Cleveland House at the junction of Eccles Old Road and Lancaster Road was built in the late 1800s and was owned by wealthy businessman William Hinmers who was a member of Eccles Congregational church.
According to the Eccles Old Road website, William Hinmers (1821-1902) was born in Guisborough in the Cleveland area of Yorkshire. He came to Salford in 1837 and became a carrier – a haulage contractor who moved goods for other businesses, in this case by the Lancashire and Yorkshire railway William lived in Farnworth and Southport before returning to Salford and purchasing Cleveland House in 1878, a 14-room detached family home, By then he was a county magistrate, chairman of the Tyldesley Coal Company, a board member at Linby Colliery and Director of the Lancashire and Yorkshire Railway. William and another director paid for Horwich Recreation Ground in Bolton which opened in 1892, mainly for the staff of the railway company’s Horwich works.
In 1889 Manchester architects Maxwell and Tuke, who designed Blackpool Tower, designed a two-storey extension to the home with an unusual tower or turret feature on the eastern elevation, with a weathervane and decorative curved tiles on its roof.

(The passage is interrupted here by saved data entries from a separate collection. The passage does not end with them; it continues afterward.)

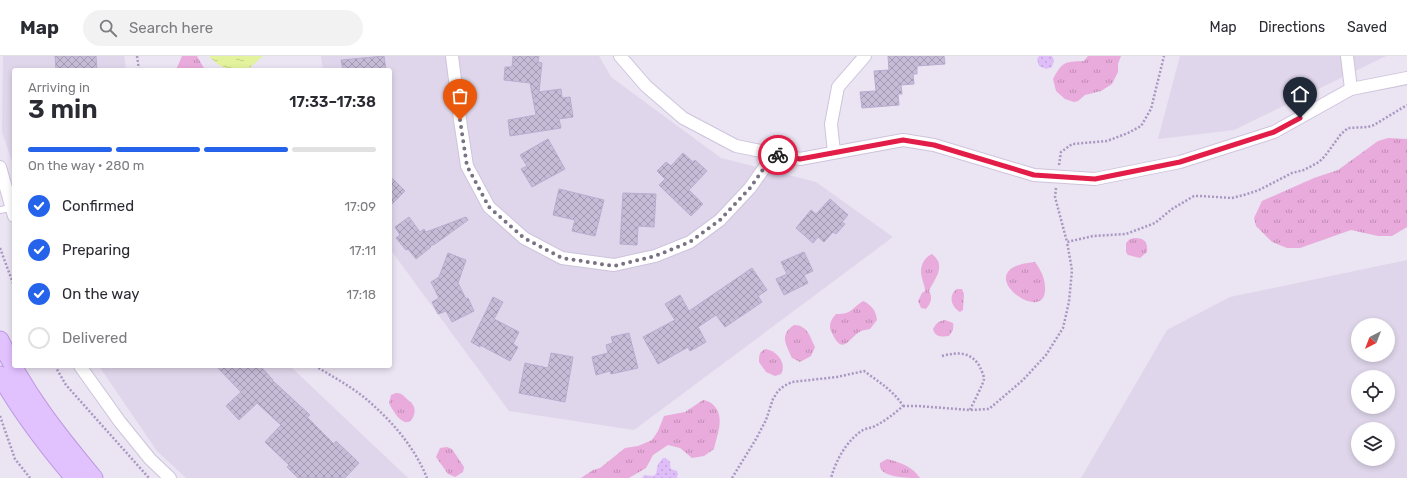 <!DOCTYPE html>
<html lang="en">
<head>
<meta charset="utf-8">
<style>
  body { margin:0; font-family:Rubik,sans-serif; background:#f2f2f3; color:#2b2b33; height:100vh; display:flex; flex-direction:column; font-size:15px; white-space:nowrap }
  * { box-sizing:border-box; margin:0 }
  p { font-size:13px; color:#7c7c81 }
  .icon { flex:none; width:22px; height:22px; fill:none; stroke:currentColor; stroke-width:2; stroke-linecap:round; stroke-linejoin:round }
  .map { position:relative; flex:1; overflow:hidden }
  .details { position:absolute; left:12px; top:12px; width:380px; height:300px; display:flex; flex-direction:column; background:#fff; border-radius:4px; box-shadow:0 2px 6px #0003 }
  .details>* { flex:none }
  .needle { width:26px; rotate:222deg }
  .buttons { position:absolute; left:1351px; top:262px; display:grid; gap:8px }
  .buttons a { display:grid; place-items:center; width:44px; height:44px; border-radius:50%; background:#fff; box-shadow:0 2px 6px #0003; font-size:20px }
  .pin { position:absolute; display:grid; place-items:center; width:34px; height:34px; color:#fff; margin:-41px -17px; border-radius:50% 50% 50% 0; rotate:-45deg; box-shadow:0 0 4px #0007 }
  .pin .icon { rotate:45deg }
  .courier { position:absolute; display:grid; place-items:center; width:40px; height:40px; margin:-20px; border:3px solid #e11d48; border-radius:50%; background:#fff; color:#222; box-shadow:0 1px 5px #0007 }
  .overview em { font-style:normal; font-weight:600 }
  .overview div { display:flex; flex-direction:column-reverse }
  .overview { display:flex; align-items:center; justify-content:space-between; height:68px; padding:0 16px }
  h1 { font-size:26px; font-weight:600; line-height:30px }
  .bar { display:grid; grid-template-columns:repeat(4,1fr); gap:6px 4px; align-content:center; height:48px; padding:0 16px }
  .bar i { height:5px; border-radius:3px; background:#e1e1e2 }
  .bar .selected { background:#2563eb }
  .bar p { grid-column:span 4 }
  ol { padding:0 16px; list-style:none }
  li { display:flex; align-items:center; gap:12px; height:44px }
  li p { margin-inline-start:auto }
  li .icon { padding:4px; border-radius:50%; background:#2563eb; color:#fff; stroke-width:4 }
  li:last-child { color:#7c7c81 }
  li i { width:22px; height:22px; border:2px solid #e1e1e2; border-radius:50% }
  header { display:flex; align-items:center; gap:24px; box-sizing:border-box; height:56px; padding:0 20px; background:#fff; border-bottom:1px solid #e1e1e2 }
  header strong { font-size:19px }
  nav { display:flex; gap:22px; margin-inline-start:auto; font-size:14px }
  .search { width:280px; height:36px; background:#f2f2f3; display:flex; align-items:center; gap:10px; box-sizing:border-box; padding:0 14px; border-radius:22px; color:#7c7c81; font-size:15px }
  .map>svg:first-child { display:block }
  .residential { fill:#dfd6eb; fill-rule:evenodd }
  .grass { fill:url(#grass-tufts) }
  .sand { fill:url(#sand-dots) }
  .water { fill:url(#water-ripples) }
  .building { fill:url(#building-cross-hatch); stroke:#b9acd0 }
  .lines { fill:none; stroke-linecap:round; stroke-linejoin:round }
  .service-casing { stroke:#cec3dc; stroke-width:8 }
  .minor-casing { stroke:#cec3dc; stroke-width:14 }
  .secondary-casing { stroke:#be9ae1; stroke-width:19 }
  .path { stroke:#a897c1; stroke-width:2.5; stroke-dasharray:2 2; stroke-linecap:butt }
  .service { stroke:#fff; stroke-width:6 }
  .minor { stroke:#fff; stroke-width:12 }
  .secondary { stroke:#e2c1ff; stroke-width:17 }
  .done { stroke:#787282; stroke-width:4; stroke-dasharray:0 7.2 }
  .route { stroke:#e11d48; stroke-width:5 }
</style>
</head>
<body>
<header>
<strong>Map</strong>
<div class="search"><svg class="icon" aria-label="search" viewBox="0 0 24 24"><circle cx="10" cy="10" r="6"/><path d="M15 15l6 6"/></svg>Search here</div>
<nav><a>Map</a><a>Directions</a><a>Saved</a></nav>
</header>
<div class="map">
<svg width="1407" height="422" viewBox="0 0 1407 422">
  <defs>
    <pattern id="grass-tufts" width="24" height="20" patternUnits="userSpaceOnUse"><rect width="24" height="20" fill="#e9abdb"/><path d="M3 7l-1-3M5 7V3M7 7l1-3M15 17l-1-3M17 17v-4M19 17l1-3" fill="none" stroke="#be8cb3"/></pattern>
    <pattern id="sand-dots" width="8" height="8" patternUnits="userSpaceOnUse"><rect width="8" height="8" fill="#dfbdf9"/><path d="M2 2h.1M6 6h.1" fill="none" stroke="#c0a3d7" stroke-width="1.8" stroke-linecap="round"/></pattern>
    <pattern id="water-ripples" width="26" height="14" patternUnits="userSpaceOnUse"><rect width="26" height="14" fill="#e3f39d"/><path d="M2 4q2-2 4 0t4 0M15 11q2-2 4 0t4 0" fill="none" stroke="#c4d189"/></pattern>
    <pattern id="building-cross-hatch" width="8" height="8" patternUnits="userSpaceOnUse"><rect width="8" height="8" fill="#c6bcd8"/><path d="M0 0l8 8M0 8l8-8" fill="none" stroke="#a29ab1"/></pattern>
  </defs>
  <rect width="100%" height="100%" fill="#ebe4f3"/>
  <g class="residential">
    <polygon points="3,0 124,0 126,14 14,14 14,111 2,76"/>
    <polygon points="321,0 599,0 611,21 721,102 816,126 893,181 634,374 509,355 390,193 390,14 323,14"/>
    <polygon points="1180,0 1386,0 1234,74 1158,83"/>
    <path d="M1407,204V422H1081L1167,274L1230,241ZM1358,269H1388V299H1358ZM1358,321H1388V351H1358ZM1358,373H1388V403H1358Z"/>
    <polygon points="99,310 290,310 408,422 186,422 157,395"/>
  </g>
  <g class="grass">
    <polygon points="182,0 197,0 205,14 176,14"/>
    <path d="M1088,0H1121L1118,8V16L1112,28L1101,35L1085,39L1078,45L1074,46L1065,43L1056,35L1053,23C1063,5 1064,6 1084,5Z"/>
    <polygon points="1388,82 1407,83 1407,171 1392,180 1378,180 1351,174 1300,192 1287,192 1272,186 1256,170 1254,162 1262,145 1314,122 1338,114 1378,85"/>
    <path d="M1135,182C1145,182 1148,187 1147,196L1140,202L1128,199L1126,196V187L1130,183Z"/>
    <path d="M932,198C947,210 935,222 929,235C933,242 931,247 926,253L921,252L918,245L922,237L925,235C925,230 923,227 922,222C919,212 923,202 932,198Z"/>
    <path d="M1035,206C1041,214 1046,224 1045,235C1043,270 965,212 1035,206Z"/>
    <path d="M957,233H962L964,238L963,254L960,256C951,251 948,239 957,233Z"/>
    <path d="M863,245C872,249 876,255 877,264L870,273C867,274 863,274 861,275C848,282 843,302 831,275C828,269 832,262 836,258C851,259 852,252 863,245Z"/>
    <path d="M945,264L953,267C954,273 952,276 949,280C941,281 935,281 933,273C936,267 939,265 945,264Z"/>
    <path d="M794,269C807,269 810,280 815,291L811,300L800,306L792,302C786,288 779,279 794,269Z"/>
    <path d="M766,293C777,295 787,307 781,318L775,320L766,316L759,306C759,300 759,295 766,293Z"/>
    <path d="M396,337C401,337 403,339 407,343C409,345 412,347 413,349C417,355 413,368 405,366C398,364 392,353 389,347L391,339Z"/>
    <path d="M703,344C709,345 712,347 716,352C724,364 717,379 714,393L704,400L692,402L680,392L668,389L653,399L646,412L629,422H581L593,414L600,412L625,392L638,390L652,384L658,375L664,360L685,356Z"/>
    <polygon points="447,391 452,393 464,411 463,416 455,421 448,418 436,401 440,392"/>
    <path d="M887,403C900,406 913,411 920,422C908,422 877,422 880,407Z"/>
  </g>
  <g class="sand">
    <polygon points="1039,0 1052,0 1054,4 1052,11 1046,13 1039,10 1037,3"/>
    <path d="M663,402H665C673,406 669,407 671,413L677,415L678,418L677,422H642L644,419L653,420L656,418L658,408Z"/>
  </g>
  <path class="water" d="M209,0H263L247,14C230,14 221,14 209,0Z"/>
  <g class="building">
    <polygon points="55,0 96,0 97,14 56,14"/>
    <polygon points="384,0 386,14 343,14 341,4"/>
    <polygon points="513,0 539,0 538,6 542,7 539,36 561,33 562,42 570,41 573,61 559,63 561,72 510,80 508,64 536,59 530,27 504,24 505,11 512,11"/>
    <polygon points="888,0 944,0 945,8 917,10 917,18 913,18 914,28 901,29 902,38 898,38 899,49 862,52 860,36 876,35 874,15 889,14"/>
    <polygon points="548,83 565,113 532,131 521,113 527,110 520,99"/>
    <polygon points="683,97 693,106 695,104 707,115 689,134 703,148 691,160 659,129 665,123 657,115 666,106 671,110"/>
    <polygon points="390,120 405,135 390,150"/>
    <polygon points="559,133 604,144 595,180 572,175 575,164 553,159"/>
    <polygon points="623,137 656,138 654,171 638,170 637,189 620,188"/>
    <polygon points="830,143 848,159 842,166 845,168 836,178 833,176 824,186 818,181 813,187 796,172 811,154 816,158"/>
    <polygon points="409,161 420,176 424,173 426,176 466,161 468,164 435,188 430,190 431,191 416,203 408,193 406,194 396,182 400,179 395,171"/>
    <polygon points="804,196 813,215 804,219 808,227 784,239 776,223 787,218 781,206"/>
    <polygon points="448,197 466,204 458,227 466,243 468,242 474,255 452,266 446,255 438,258 432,246 439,242 431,226 439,221"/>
    <polygon points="752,212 767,234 758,240 762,246 725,271 716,259 698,271 706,286 690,295 688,291 658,308 643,281 675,264 665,248 680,239 689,255"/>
    <polygon points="493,241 503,246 494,263 519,276 513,288 518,291 510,305 480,289 480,291 471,286"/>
    <polygon points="629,277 638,312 611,318 610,315 596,319 592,301 608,297 606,289 613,287 611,281"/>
    <polygon points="551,297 573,301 565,346 519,337 525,307 548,312"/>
    <polygon points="216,310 260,310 273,324 272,324 310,359 307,361 334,388 336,385 359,407 345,422 298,422 287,411 289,409 265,386 281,369 257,347 239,364 226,350 241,336"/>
  </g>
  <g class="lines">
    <g class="service-casing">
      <polyline id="service" points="0,154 11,152"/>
    </g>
    <g class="minor-casing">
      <g id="minor">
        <polyline points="452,0 460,64 467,110 489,151 524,182 562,202 614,209 655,200 690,186 720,164 750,132 774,98"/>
        <polyline points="620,0 646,30 683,62 736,90 800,103 903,84 934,89 1034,119 1095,123 1180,106 1274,76 1351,33 1407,22"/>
        <polyline points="1347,0 1351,33"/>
        <polyline points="834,96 831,68 838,31 865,0"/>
        <polyline points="0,111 14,160"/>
        <polyline points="80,310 120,366 150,403 170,422"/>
      </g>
    </g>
    <g class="secondary-casing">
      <g id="secondary">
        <path d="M0,284C23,335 59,380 94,422"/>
        <path d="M0,319C21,357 46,389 74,422"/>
      </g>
    </g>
    <g class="path">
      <polyline points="137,0 139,14"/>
      <polyline points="1059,109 1061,96 1072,88 1107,85 1128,77 1141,70 1151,53 1164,0"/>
      <polyline points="1056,132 1055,141 1067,186 1093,180 1126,178 1155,167 1172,153 1194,140 1200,140 1232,142 1244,139 1259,134 1292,117 1304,114 1319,106 1325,100 1341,78 1348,72 1368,71 1374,69 1407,49"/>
      <polyline points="0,192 14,230"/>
      <path d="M942,300C957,296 971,295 980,311C981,314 984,319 984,323C983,329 973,347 970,354"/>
      <polyline points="55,310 66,329 149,422"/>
      <path d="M315,310C332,320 350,330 365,342C391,364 414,390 427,422"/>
      <polyline points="903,350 918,350 970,354 989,353 1023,324 1046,299 1063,272 1069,246 1072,214 1067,186"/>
      <polyline points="0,360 15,403 30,422"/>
      <path d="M732,422L756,383L766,364L773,343L778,335L784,330L792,326L837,321L864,315C879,326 894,335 903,350C894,358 885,365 875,370C871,372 867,372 863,374C847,384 836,404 831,422"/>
    </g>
    <use href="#service" class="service"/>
    <use href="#minor" class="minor"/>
    <use href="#secondary" class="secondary"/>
  </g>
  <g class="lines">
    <polyline class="done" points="460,64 467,110 489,151 524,182 562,202 614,210 655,200 690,186 720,164 750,132 774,98 778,99"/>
    <polyline class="route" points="778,99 800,103 903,84 934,89 1034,119 1095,123 1180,106 1274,76 1300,62"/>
  </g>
</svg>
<div class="buttons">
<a><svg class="needle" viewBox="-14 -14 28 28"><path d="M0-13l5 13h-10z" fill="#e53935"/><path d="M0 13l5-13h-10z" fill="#7c7c81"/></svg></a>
<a><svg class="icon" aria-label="locate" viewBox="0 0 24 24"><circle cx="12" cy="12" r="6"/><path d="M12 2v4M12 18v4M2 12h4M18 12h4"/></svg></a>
<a><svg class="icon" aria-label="layers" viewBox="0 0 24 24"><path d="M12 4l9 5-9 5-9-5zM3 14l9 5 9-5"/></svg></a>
</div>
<div class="pin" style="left:460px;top:64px;background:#ea580c"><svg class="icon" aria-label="bag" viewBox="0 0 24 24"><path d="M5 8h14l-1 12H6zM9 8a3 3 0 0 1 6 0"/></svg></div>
<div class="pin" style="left:1300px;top:62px;background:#1f2937"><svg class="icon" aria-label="home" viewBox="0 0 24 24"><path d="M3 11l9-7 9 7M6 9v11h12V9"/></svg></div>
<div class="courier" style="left:778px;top:99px"><svg class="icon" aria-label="bike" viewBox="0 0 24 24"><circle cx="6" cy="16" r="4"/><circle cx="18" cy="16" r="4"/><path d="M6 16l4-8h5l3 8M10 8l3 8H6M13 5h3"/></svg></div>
<section class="details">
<div class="overview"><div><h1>3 min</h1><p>Arriving in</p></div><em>17:33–17:38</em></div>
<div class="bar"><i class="selected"></i><i class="selected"></i><i class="selected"></i><i></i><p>On the way · 280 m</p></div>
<ol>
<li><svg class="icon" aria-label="check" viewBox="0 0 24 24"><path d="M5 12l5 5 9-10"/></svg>Confirmed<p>17:09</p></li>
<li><svg class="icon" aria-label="check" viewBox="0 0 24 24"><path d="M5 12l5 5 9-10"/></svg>Preparing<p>17:11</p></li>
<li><svg class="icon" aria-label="check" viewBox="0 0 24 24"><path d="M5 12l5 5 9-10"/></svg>On the way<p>17:18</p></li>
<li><i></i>Delivered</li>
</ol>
</section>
</div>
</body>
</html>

A detached stable block was also added. This part of Eccles Old Road later became known as 'Millionaires Row'.
The property was occupied by James Higson, a master painter and decorator, Salford councillor and JP from 1906 to 1926 and later by Thomas Osborne, a corn miller and hay merchant. It remained in residential use until the late 1930s when it became a nursing home. It was acquired by the local council in 1949 and remained in use as offices until 2021. It was put up for sale in October 2022.
Salford City Council adopted its local list in 2013 with eight criteria against which any building, structure or feature could be assessed to be included. These are: architectural interest, historical interest, age, aesthetic value, local interest, group value, landmark value and social or communal value. The listing will be taken into consideration in any future planning application to ensure future use remains in keeping with the character of the property.
Councillor Mike McCusker, lead member for planning and sustainable neighbourhoods, said Cleveland House clearly met the criteria and thanked the local resident who suggested it be listed.
“It’s a snapshot of Salford’s history – built in boom times just as we are seeing now, with the city rapidly expanding. It was owned by a man who came to the city to make his fortune and another successful tradesman who was local born and bred, but both gave back to their hometown and community.”